Pluralisme: Keragaman Makhluk Tuhan (Bagian 3)

Laduni.ID, Jakarta – Dalam Al-Qur’an Allah SWT berfirman:

يَا أَيُّهَا النَّاسُ إِنَّا خَلَقْنَاكُمْ مِنْ ذَكَرٍ وَأُنْثَىٰ وَجَعَلْنَاكُمْ شُعُوبًا وَقَبَائِلَ لِتَعَارَفُوا ۚ إِنَّ أَكْرَمَكُمْ عِنْدَ اللَّهِ أَتْقَاكُمْ ۚ إِنَّ اللَّهَ عَلِيمٌ خَبِيرٌ

Artinya: “Wahai manusia, sungguh kami telah menciptakan kamu dari seorang laki-laki dan seorang perempuan, kemudian kami jadikan kamu berbangsa-bangsa dan bersuku-suku agar kamu saling mengenal. Sungguh yang paling mulia diantara kamu di sisi Allah ialah orang yang paling bertakwa. Sungguh Allah Maha Mengetahui, Maha Teliti.” (QS. Al-Hujurat:13)

Dalam al-Qur’an, kata insan disebut 65 kali. Dari penyebutan sebanyak itu, insan memiliki tiga makna. Pertama, dihubungkan dengan keistimewaannya sebagai khalifah dan pemikul amanah serta tanggungjawab. Kedua, dihubungkan dengan prediposisi negatif pada diri manusia seperti cenderung dzalim, kafir, tergesa-gesa. Ketiga, berkaitan dengan asal mula penciptaan manusia yang terdiri dari laki-laki dan perempuan.

Bagi sebagian kalangan, keragaman merupakan ancaman. Namun bagi sebagian yang lain, keragaman meruntuhkan paham monisme yang melekat dalam baju kesukuan, kebangsaaan, dan keragaman. Bila ada pihak lain yang berbeda dengan komunitasnya, pasti hal tersebut dianggap sebagai musuh yang harus dihadapi dengan tindakan brutal. Pada tataran horizontal, harus diakui ada semacam ketakutan yang bersifat massif untuk hidup bersama.

Sudah jelas ayat di atas secara eksplisit menjelaskan bahwa Allah SWT, menciptakan manusia dalam jenis laki-laki dan perempuan, lalu menjadikan berbangsa-bangsa dan bersuku-suku. Keragaman tersebut merupakan kehendak Allah SWT, bahwa setiap makhluk-Nya harus mampu membangun toleransi dan saling pengertian.

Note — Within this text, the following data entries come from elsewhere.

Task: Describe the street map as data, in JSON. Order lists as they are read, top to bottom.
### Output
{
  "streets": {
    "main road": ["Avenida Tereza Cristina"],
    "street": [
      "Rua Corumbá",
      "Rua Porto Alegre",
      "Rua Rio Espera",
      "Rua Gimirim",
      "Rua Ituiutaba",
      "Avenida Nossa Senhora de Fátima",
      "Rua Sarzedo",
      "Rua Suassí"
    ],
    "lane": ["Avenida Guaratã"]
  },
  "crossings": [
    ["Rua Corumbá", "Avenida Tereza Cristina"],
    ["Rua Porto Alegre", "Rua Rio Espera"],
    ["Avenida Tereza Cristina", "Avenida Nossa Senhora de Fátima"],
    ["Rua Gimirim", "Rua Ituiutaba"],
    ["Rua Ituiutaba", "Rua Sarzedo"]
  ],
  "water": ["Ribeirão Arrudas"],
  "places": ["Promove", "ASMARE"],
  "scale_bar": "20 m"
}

Ayat tersebut merupakan ayat Makkiyah, karena itu ayat tersebut menggunakan Ya Ayyuha al-Nass, di antaranya bertujuan untuk mengenalkan kepada manusia pentingnya ranah sosial. Karena, setiap manusia harus menghormati manusia yang lain, begitu pula setiap bangsa harus menghargai bangsa yang lain.

Sementara itu, sebab turunnya ayat ini dikisahkan bahwa, Rasulullah SAW memerintahkan kepada Bani Bayadhah agar mereka mengawinkan salah satu perempuan dari suku mereka dengan Abu Hindun.

Akan tetapi mereka menolak, sembari berkata, “Apakah kami mengawinkan anak-anak perempuan kami dengan para budak”? Kemudian Allah SWT menurunkan ayat tersebut sebagai bukti bahwa, antara kalangan budak dan kalangan merdeka adalah setara. Pembeda di antara mereka bukanlah status sosialnya, melainkan ketakwaannya kepada Allah SWT.

Imam al-Razi menegaskan, ketika al-Qur’an menggunakan kata Inna Khalaqnakum, sesungguhnya terdapat rahasia Tuhan bahwa menjadi laki-laki dan perempuan bukanlah kehendak manusia. Menjadi laki-laki dan perempuan merupakan titah Allah SWT.

Salah satu konsekuensi yang harus diperhatikan adalah, sesama makhluk Allah SWT tidak boleh membangga-banggakan antara yang satu dengan yang lainnya, termasuk silsilah keturunan dan status sosial. Karena itu, ajaran toleransi dalam Islam sesungguhya mempunyai landasan teologis yang sangat kuat dan kukuh, karena didorong oleh spirit dari Allah SWT. Hanya Allah SWT lah yang Esa, sedangkan makhluk-Nya pasti beranekaragam.

Yang tak kalah penting juga, perlu digaris bawahi adalah bahwa pluralisme bukan berarti mencampuradukkan dan memadukan unsur-unsur tertentu saja yang menguntungkan, mengarah pada pengaburan, melainkan lebih dari itu adalah bagaimana perbedaan itu memperkaya solidaritas terhadap sesama.